Propane: Propane was briefly considered at the recommendation of MicroLauncher competitor Charles Pooley (who has missed the mark on many more important topics, such as the specifics of the microspace revolution which is now passing him by, and the difficulty of engineering pico-scale interplanetary spacecraft.) The reason why propane was considered, and then only for the Prochron booster, was its vapor pressure. Its volatility means that it will clean up its own spills by boiling away, and its vapor pressure may be usable for feeding it as a propellant. Its inherent vapor pressure is a disadvantage on any scale larger than a single Prochron modules (which is about the same size as the MicroLauncher first stage) because it creates a large, flammable and invisible cloud of gas as it boils off, one that can also displace the oxygen from the air around launch crew workers, killing them even without a spark. Kerosene has a high flash point, and for this and other reasons, a ground covering is highly desirable anyway. Spilled fuel is not necessarily lost under these circumstances. A concrete or firebrick pad (probably both) protects the soil beneath, and, if the pad is not large enough, or if the rocket is being launched from a stand without a pad, a tarp will be used to protect what will almost certainly be a grassy fuel from both fuel spills and burning debris from the Prochron first stage (the only stage in the whole Ascent Roadmap likely to produce any without a failure.) As far as vapor pressurization goes, propane in thermal contact with liquid oxygen through a common bulkhead will not develop enough pressure to keep up with the liquid oxygen. This complicates the pressurization system to the point where kerosene is just as good as propane. With either fuel, either a supplemental pressurant supply is needed for the fuel, or the liquid oxygen tank needs to be vented to bring its pressure down to parity with the fuel tank.

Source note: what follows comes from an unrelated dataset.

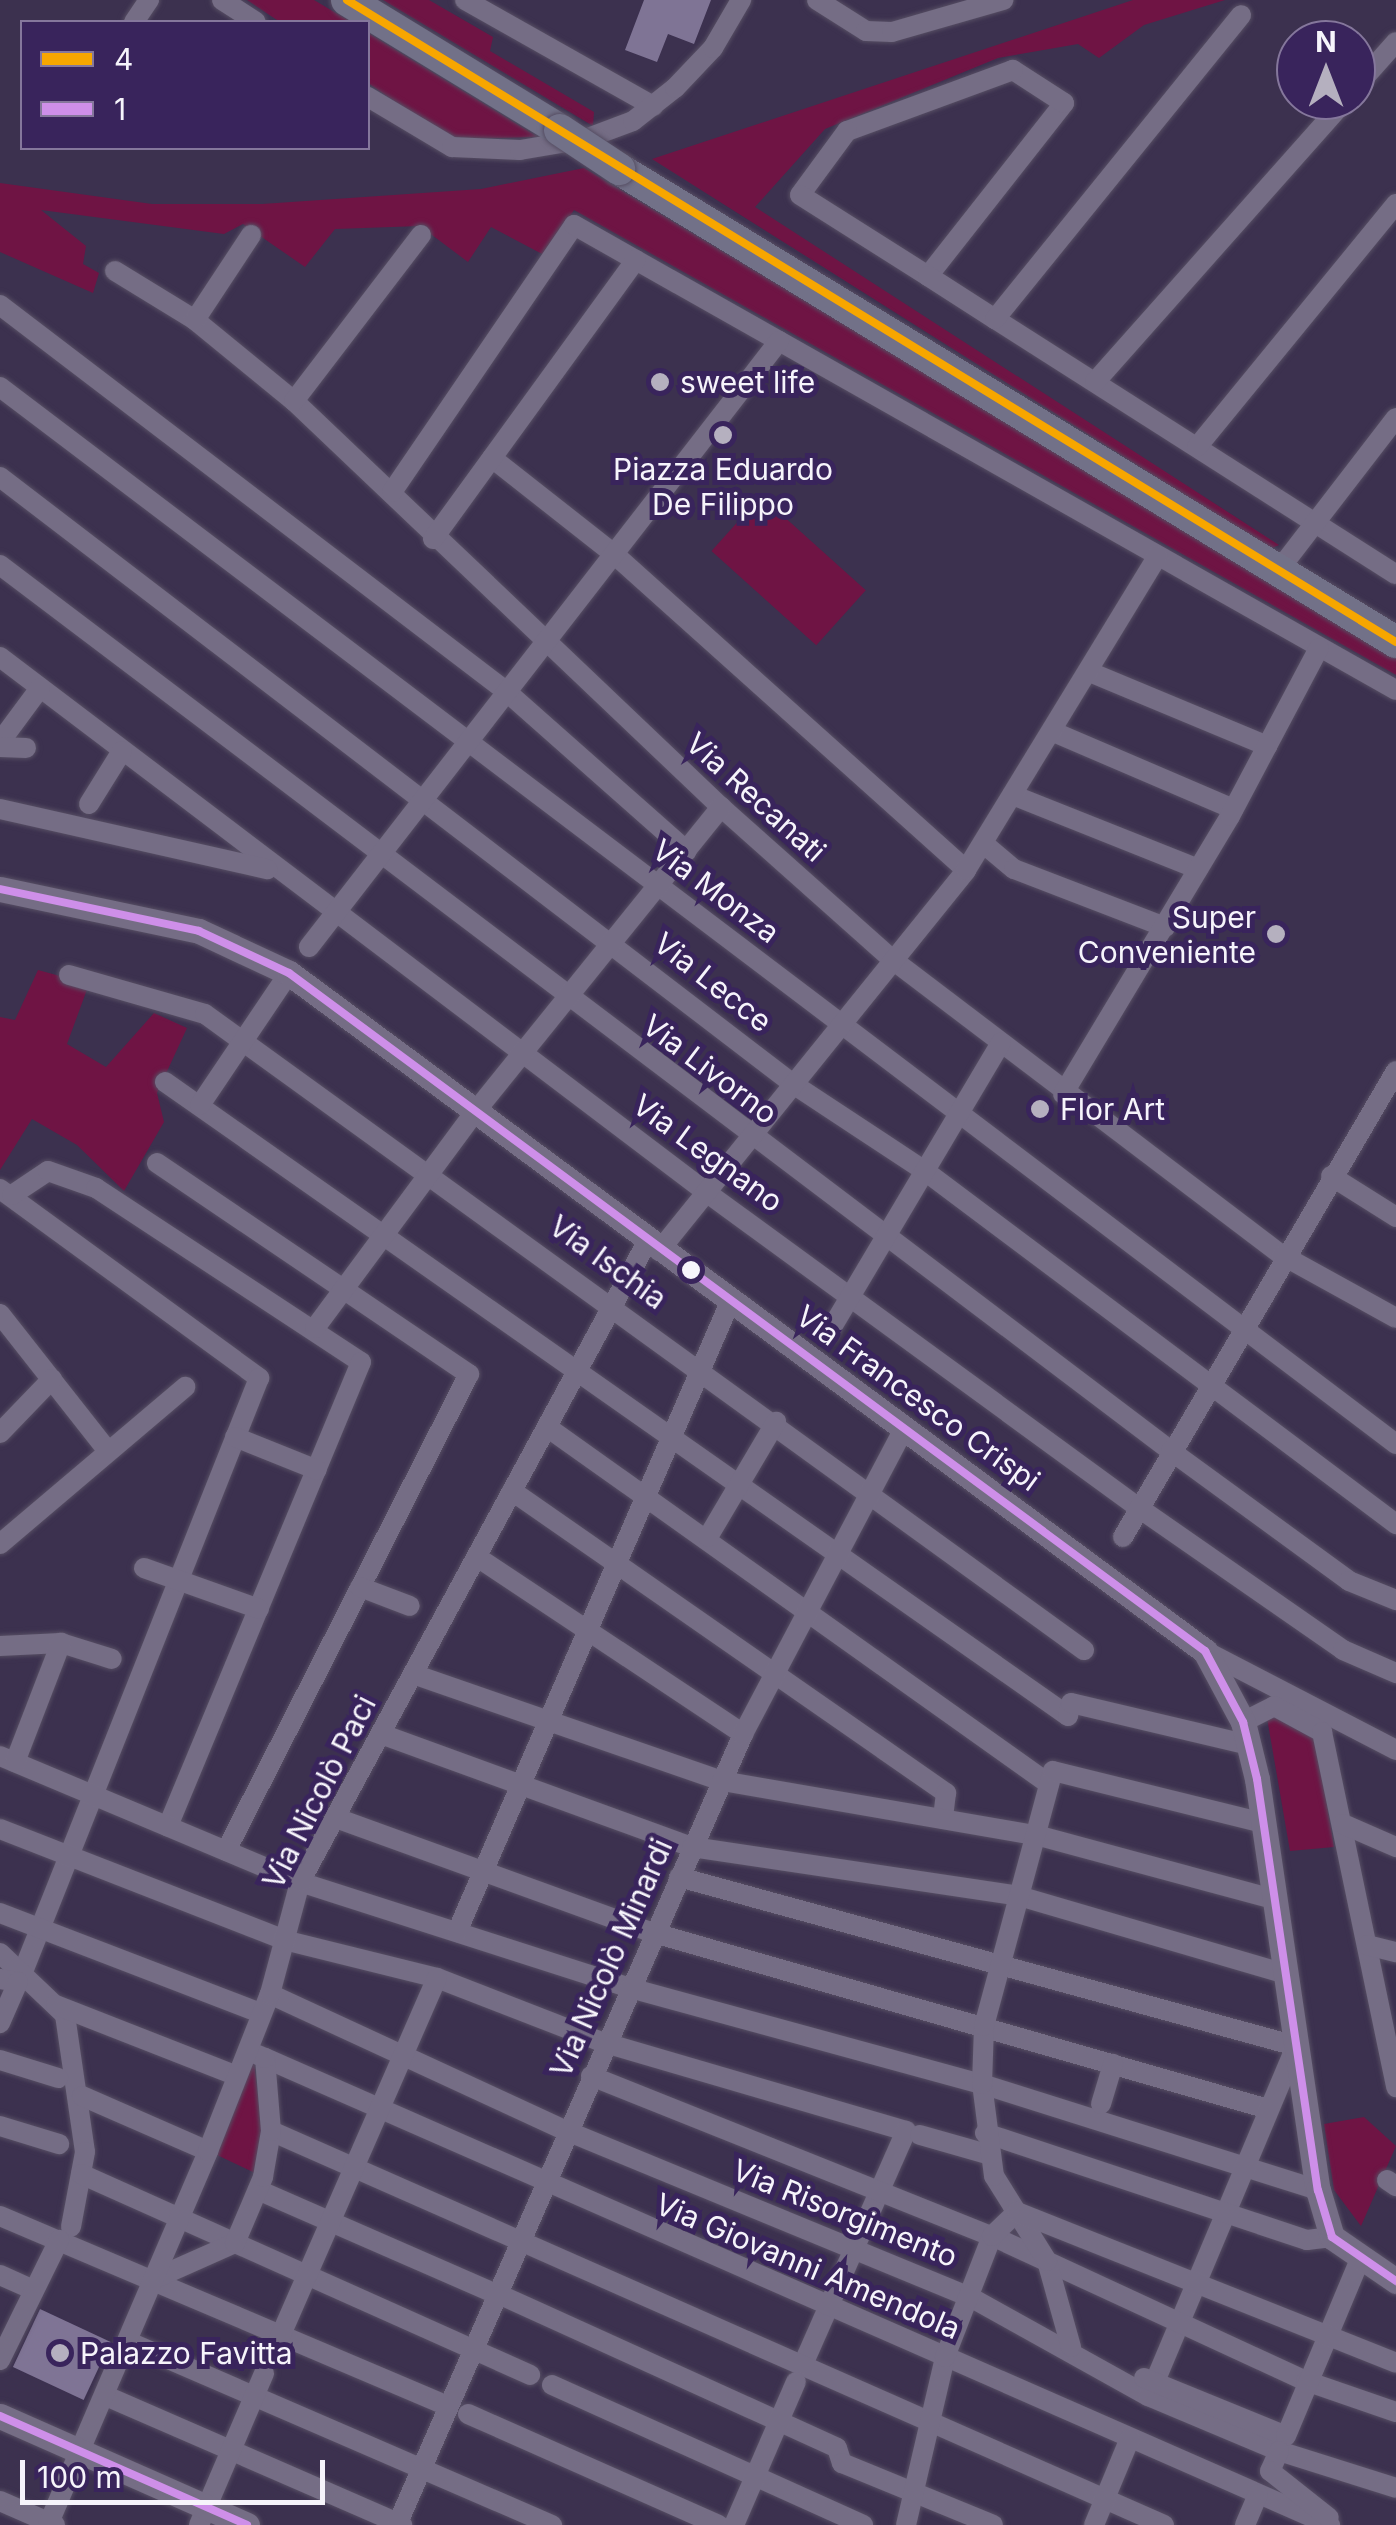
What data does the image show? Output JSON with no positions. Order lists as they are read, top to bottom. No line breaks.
{"streets":{"street":["Via Recanati","Via Monza","Via Lecce","Via Livorno","Via Legnano","Via Ischia","Via Francesco Crispi","Via Nicolò Paci","Via Nicolò Minardi","Via Risorgimento","Via Giovanni Amendola"]},"crossings":[["Via Recanati","Via Nicolò Paci"],["Via Monza","Via Nicolò Paci"],["Via Lecce","Via Nicolò Paci"],["Via Livorno","Via Nicolò Paci"],["Via Legnano","Via Nicolò Paci"],["Via Ischia","Via Nicolò Paci"],["Via Ischia","Via Nicolò Minardi"],["Via Francesco Crispi","Via Nicolò Paci"],["Via Francesco Crispi","Via Nicolò Minardi"],["Via Nicolò Paci","Via Risorgimento"],["Via Nicolò Paci","Via Giovanni Amendola"],["Via Nicolò Minardi","Via Risorgimento"],["Via Nicolò Minardi","Via Giovanni Amendola"]],"places":["sweet life","Piazza Eduardo De Filippo","Super Conveniente","Flor Art","Palazzo Favitta"],"lines":["transit line 4","transit line 1"],"legend":["4","1"],"scale_bar":"100 m","north":"top"}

What's currently under consideration:

Liquid Oxygen: Pennies a litre, easy to produce anywhere (on Earth at least), pressurizes itself, and has lots of experience in rocketry. The choice of liquid oxygen is actually very easy. There are only two real competitors as oxidizers for any booster, not just those for the Ascent Roadmap. Nitrogen Tetroxide, which is hazardous (and that hazard makes it expensive) and Hydrogen Peroxide, which would work, except that it is difficult and expensive to produce.

Kerosene: It is the cheapest fuel available, and it has nearly as much experience in rocketry as liquid oxygen. It is easy to store, easy to ignite, and relatively easy to pump with its relatively high density. Most of the competitors are either more volatile or very toxic, neither of which endear them to lower stage applications. All are more expensive, counting all the secondary costs of transportation, storage, transfer, and safety. All fuels (including liquid hydrogen) are currently derived from fossil fuels, so it is very likely that all of them will follow a cost trend somewhat parallel to that of energy prices in general, and petroleum products in particular.

Liquid Ethylene: Properties are very similar to those of liquid natural gas, and it may be possible to make stages that can operate with either fuel (that would be great.) Ethylene is produced either by a Fischer-Tropsh reactor or steam fractionation, making it relatively expensive compared to liquid natural gas (LNG) and especially kerosene. So why? Ethylene is backed by three Mars Sample Return studies as very likely the best fuel to produce on Mars. This is Ascent Roadmap borrowing the long view from the After Columbia Mars Direction. Liquid ethylene is not being considered for the lower stages of any Ascent Roadmap concept. Upper stages are smaller, therefore more similar to the Mars launch vehicles that will be taking off in near-vacuum in less gravity, providing useful experience for them. Being smaller also makes the all-new oxyethylene propulsion developments more affordable, since ethylene has no experience in rockets at all.